HomeOpinionTemple nurses want safe staffing environment

Temple nurses want safe staffing environment

Carlos Aviles and Mary Adamson delivering “unity petitions” to Temple University Hospital’s human resources department.

By Mary Adamson

In the annual Gallup Poll, nursing has been the No. 1 trusted profession in America for the last 20 years. People love to share their stories of nurses who made a difference in their hospital stays, home visits or trips to the doctor. When I tell folks I’m a nurse, they proudly volunteer that their mom or brother or aunt is a nurse. It is a noble profession.

People believe in us because we are on the frontlines of healthcare every day and every night.

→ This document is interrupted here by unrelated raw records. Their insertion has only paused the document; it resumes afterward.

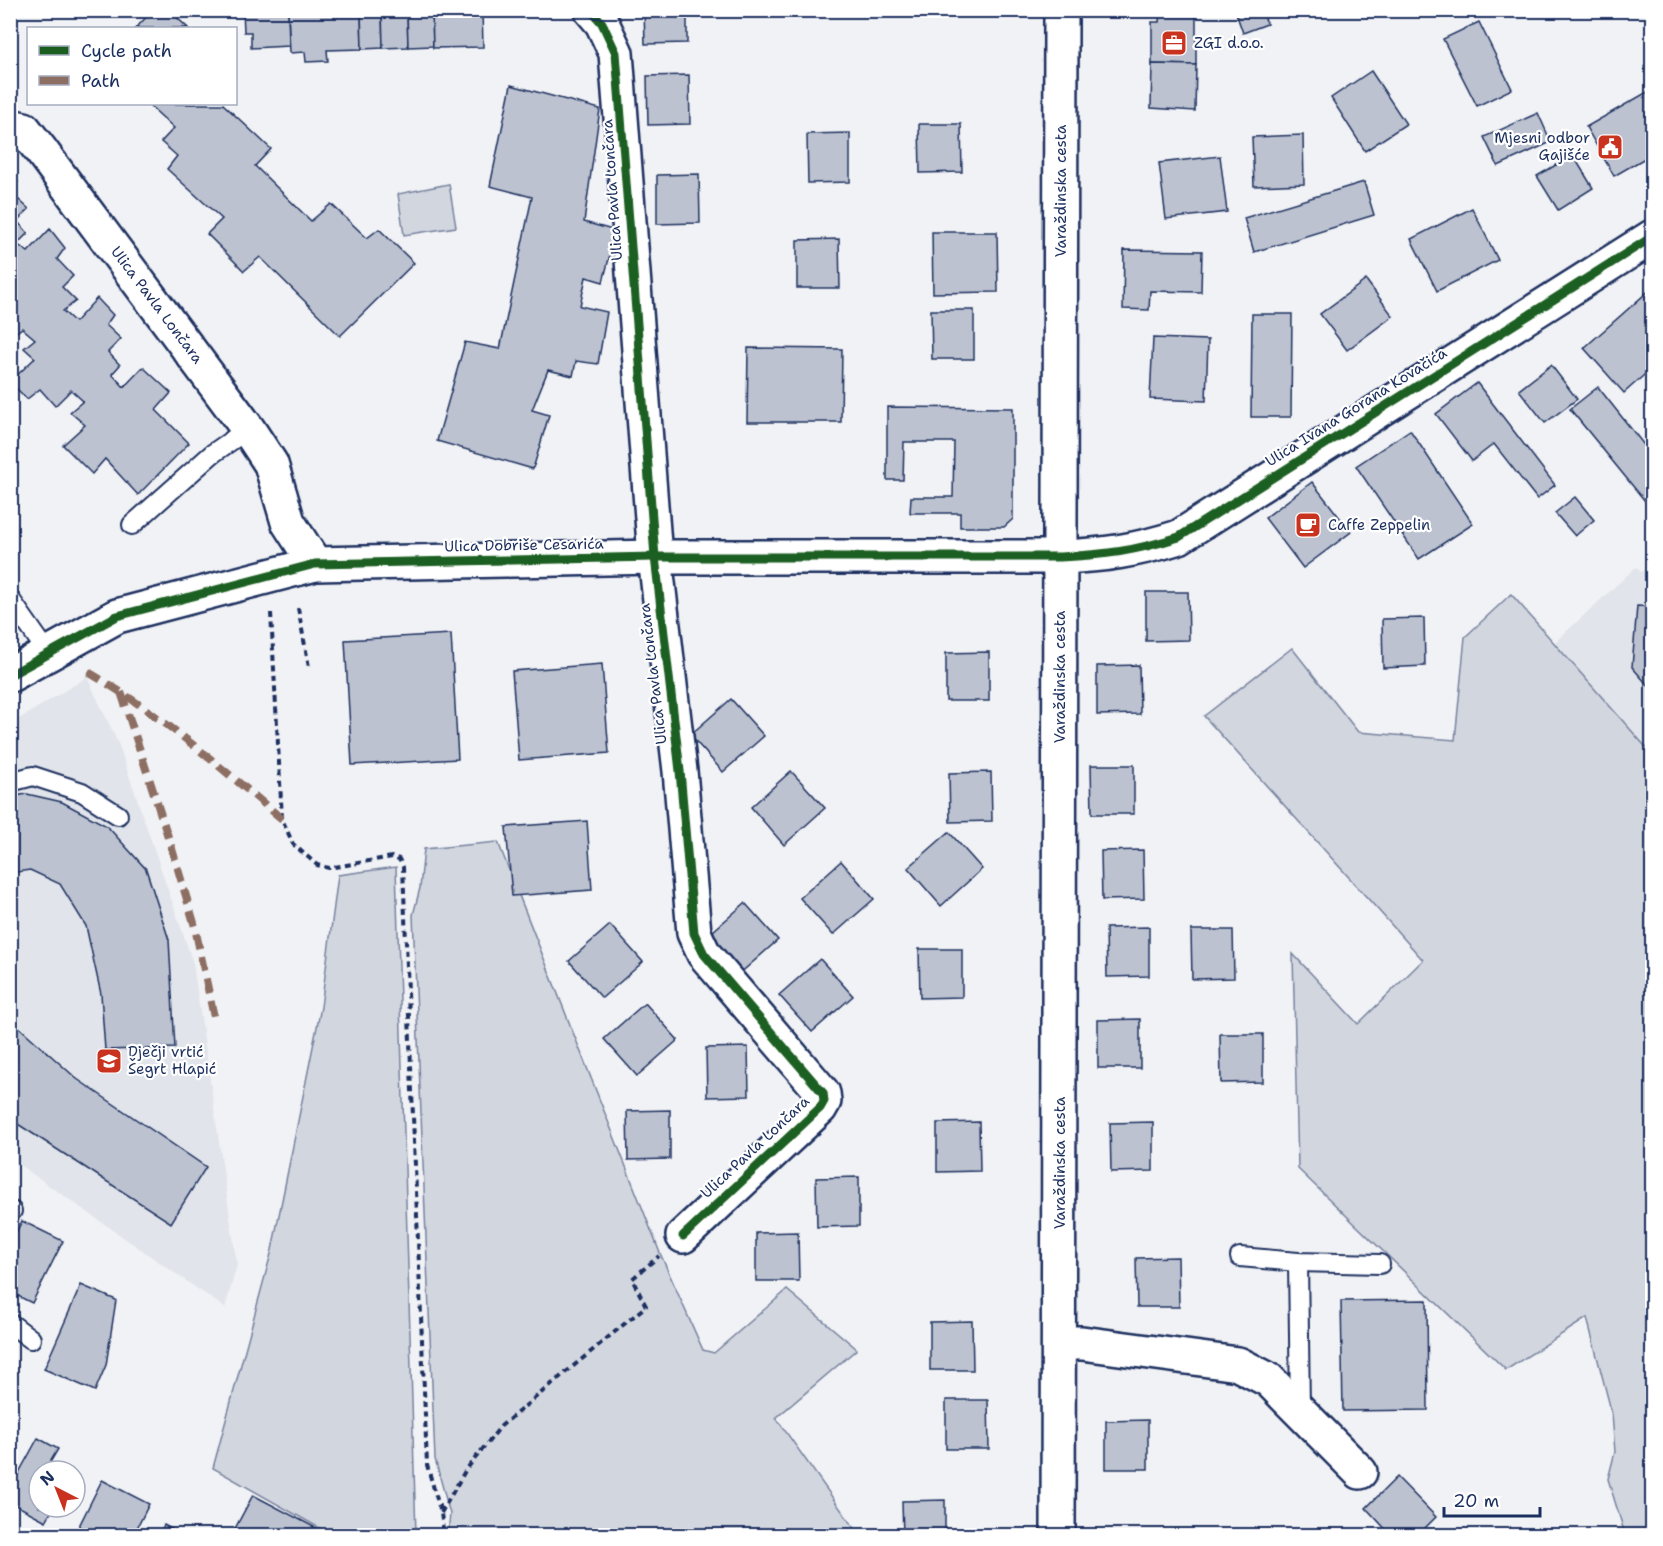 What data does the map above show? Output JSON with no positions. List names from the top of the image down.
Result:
{
  "streets": {
    "street": [
      "Ulica Pavla Lončara",
      "Varaždinska cesta",
      "Ulica Ivana Gorana Kovačića",
      "Ulica Dobriše Cesarića"
    ]
  },
  "crossings": [
    ["Ulica Pavla Lončara", "Ulica Dobriše Cesarića"],
    ["Varaždinska cesta", "Ulica Ivana Gorana Kovačića"],
    ["Varaždinska cesta", "Ulica Dobriše Cesarića"],
    ["Ulica Ivana Gorana Kovačića", "Ulica Dobriše Cesarića"]
  ],
  "places": {
    "office": ["ZGI d.o.o."],
    "public building": ["Mjesni odbor Gajišće"],
    "cafe": ["Caffe Zeppelin"],
    "school or university": ["Dječji vrtić Šegrt Hlapić"]
  },
  "legend": ["Cycle path", "Path"],
  "scale_bar": "20 m",
  "north": "top left"
}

No matter when you are admitted, nurses are there.

Hospital administrators are the one group of people I know, however, who turn a deaf ear to bedside nurses. For reasons we don’t understand, administrators seem convinced that our decades of experience at the bedside have taught us nothing about the operations inside the hospital walls, where we work our 12-hour shifts.

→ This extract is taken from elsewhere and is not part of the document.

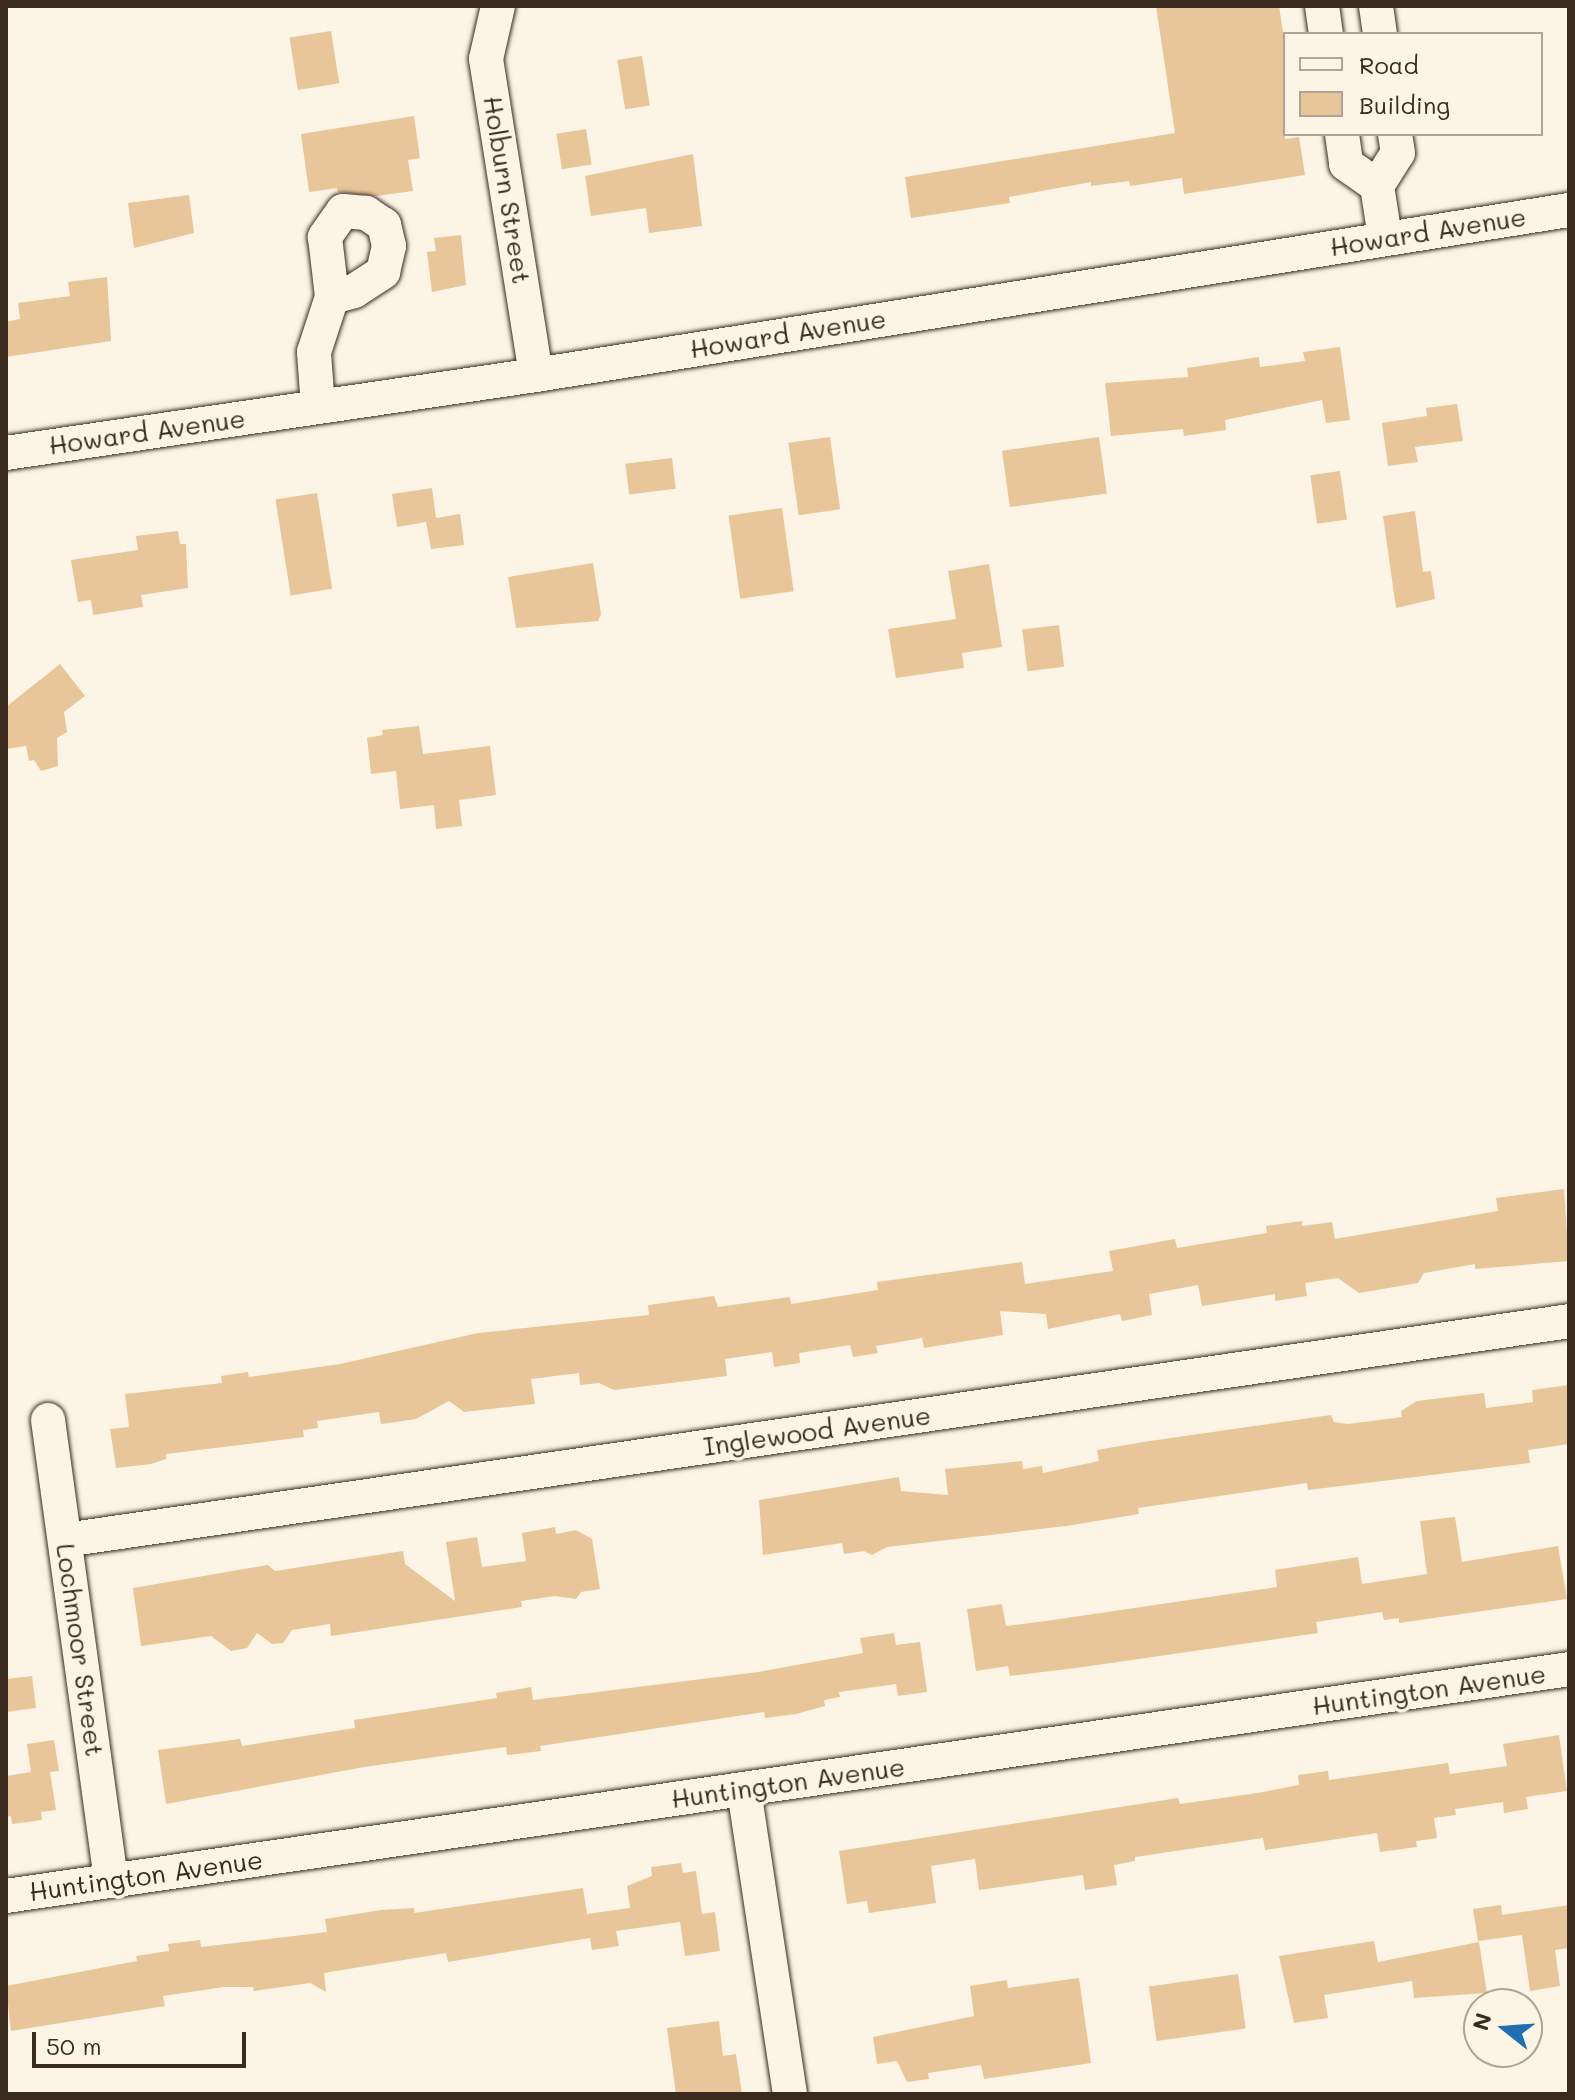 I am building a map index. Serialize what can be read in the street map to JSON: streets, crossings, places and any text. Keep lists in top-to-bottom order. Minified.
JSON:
{"streets":{"street":["Holburn Street","Howard Avenue","Inglewood Avenue","Lochmoor Street","Huntington Avenue"]},"crossings":[["Holburn Street","Howard Avenue"],["Inglewood Avenue","Lochmoor Street"],["Lochmoor Street","Huntington Avenue"]],"legend":["Road","Building"],"scale_bar":"50 m","north":"left"}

A glaring example is our fight for safe staffing. Evidence-based studies have shown that patients have fewer infections, better outcomes and a lower chance of death when a nurse is caring for a safe number of patients. Short staffing also hurts nurses, and we as a group have been sounding the alarm for years about the correlation between short staffing and moral injury.

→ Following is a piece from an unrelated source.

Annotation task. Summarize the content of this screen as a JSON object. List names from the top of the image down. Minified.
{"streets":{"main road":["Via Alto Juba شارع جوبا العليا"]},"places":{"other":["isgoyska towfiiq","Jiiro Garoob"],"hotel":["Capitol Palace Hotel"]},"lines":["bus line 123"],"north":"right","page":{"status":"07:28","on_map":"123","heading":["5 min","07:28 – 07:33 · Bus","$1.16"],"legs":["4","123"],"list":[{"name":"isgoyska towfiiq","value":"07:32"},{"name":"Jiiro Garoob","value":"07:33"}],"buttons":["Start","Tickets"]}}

When a nurse is caring for too many patients, it is impossible to assess patients properly, distribute medications on time, and provide the emotional labor patients need at the most difficult time in their lives. Nurses leave the profession because the hospital industry has created a system that doesn’t allow them to fulfill their calling, not because they are overwhelmed by the work. Many nurses were barreling toward the cliff’s edge prior to 2020, and the pandemic pushed them over that edge. They threw in their scrubs and walked away. Hospitals now claim they can’t provide safe staffing because the shortage of nurses has increased, post-pandemic.

It’s a circular argument – but there is a proven solution. Some 80,000 licensed nurses in the state of Pennsylvania are not practicing in acute care settings. There is no shortage of nurses – just a shortage of nurses who are willing to risk their license in an unsafe environment, or worse, fail to provide the care a patient needs to stay alive.

At Temple University Hospital, we are in contract negotiations. We are proposing patient-care ratios patterned after the system mandated by state law in California. The legislation was passed in 2004 and the pool of nurses increased by 110,000 over the first 10 years. We are certain that a safe working environment will make our hospital a premier place to work. We will increase our labor force and provide the care our patients deserve. Temple could be on the cutting edge of finding a solution to the nursing shortage in Pennsylvania.

Of course, to move this mountain, we’ll need a wholesale change in the dynamics between hospital administrations and the workforce. In a profit-driven system, the nurse is just another resource – an expendable one. Every day, we see evidence that we are not valued.

In the last two months, more than 15 Temple University Hospital nurses have had their cars vandalized while working the night shift. The response from the hospital has been apathetic. There has been no visible increase in security in the parking garage and night shift nurses are on edge. Administrators also park in this lot, but their floor is protected by a keypad. It seems that expense is too much for every door of the parking garage, where all the other healthcare workers park.

Workplace violence is escalating as well. It is Temple Hospital’s position that a physical assault at work is no different than any other workplace injury and there should be no extra time off for the healthcare worker to recover. When that statement was made in our contract negotiations, it was a proverbial slap in the face. Violence should not be accepted as part of the job. Nurses are intentionally excluded in debriefs after a violent episode, even when they were the target of the physical assault. This is another glaring example of the failure to hear us and value our input.

It doesn’t have to be this way. But it has been difficult to convince hospital administrators that they can trust nurses as a majority of Americans have for decades. Because we are unionized at Temple, we get an opportunity every three years to present our proposals. We want a contract that ensures safety, work/life balance and job satisfaction to attract local nurses. Our proposal is designed to recruit and retain nurses and allied professionals. We believe we can restore the 2% turnover rate we were proud of in the past by placing value back into the workforce.

Nurses never work alone. We rely on our co-workers across the hospital and need every department fully staffed to provide quality care. That is why we are fighting shoulder to shoulder with our union siblings in the technical and professional unit to create the conditions they know they need to recruit and retain staff in their specialties.

We have an uphill battle ahead and we need the active engagement of our broader community to restore our healthcare system to one that values patients over profit. Until patients demand a change, profit-motivated corporate healthcare systems will continue buying and running hospitals with no plans to staff them adequately. ••

Mary Adamson is an ICU nurse at Temple University Hospital and the president of the Temple University Hospital Nurses Association, an affiliate of the Pennsylvania Association of Staff Nurses and Allied Professionals. She has been a bedside nurse for more than 25 years.